BEGIN RECORDS SHOWN
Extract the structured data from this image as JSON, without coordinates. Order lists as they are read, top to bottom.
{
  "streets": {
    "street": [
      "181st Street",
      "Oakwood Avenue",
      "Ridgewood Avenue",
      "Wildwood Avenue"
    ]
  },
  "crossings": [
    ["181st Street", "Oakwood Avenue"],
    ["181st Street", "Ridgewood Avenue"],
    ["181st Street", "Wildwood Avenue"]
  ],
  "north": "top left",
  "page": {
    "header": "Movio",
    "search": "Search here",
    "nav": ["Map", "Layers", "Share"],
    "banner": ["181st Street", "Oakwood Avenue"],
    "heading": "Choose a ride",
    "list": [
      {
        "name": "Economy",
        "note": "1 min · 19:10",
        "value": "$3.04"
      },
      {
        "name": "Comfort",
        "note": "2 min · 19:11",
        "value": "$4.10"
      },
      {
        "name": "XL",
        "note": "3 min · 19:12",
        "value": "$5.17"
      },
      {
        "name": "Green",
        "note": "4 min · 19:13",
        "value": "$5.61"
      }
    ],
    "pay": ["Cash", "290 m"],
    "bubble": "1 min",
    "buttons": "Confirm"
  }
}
END RECORDS SHOWN
**TASK PROMPT**. Find the word "Oakwood" in the records. Copy every line it appears in.

**THE ANSWER**.
      "Oakwood Avenue",
    ["181st Street", "Oakwood Avenue"],
    "banner": ["181st Street", "Oakwood Avenue"],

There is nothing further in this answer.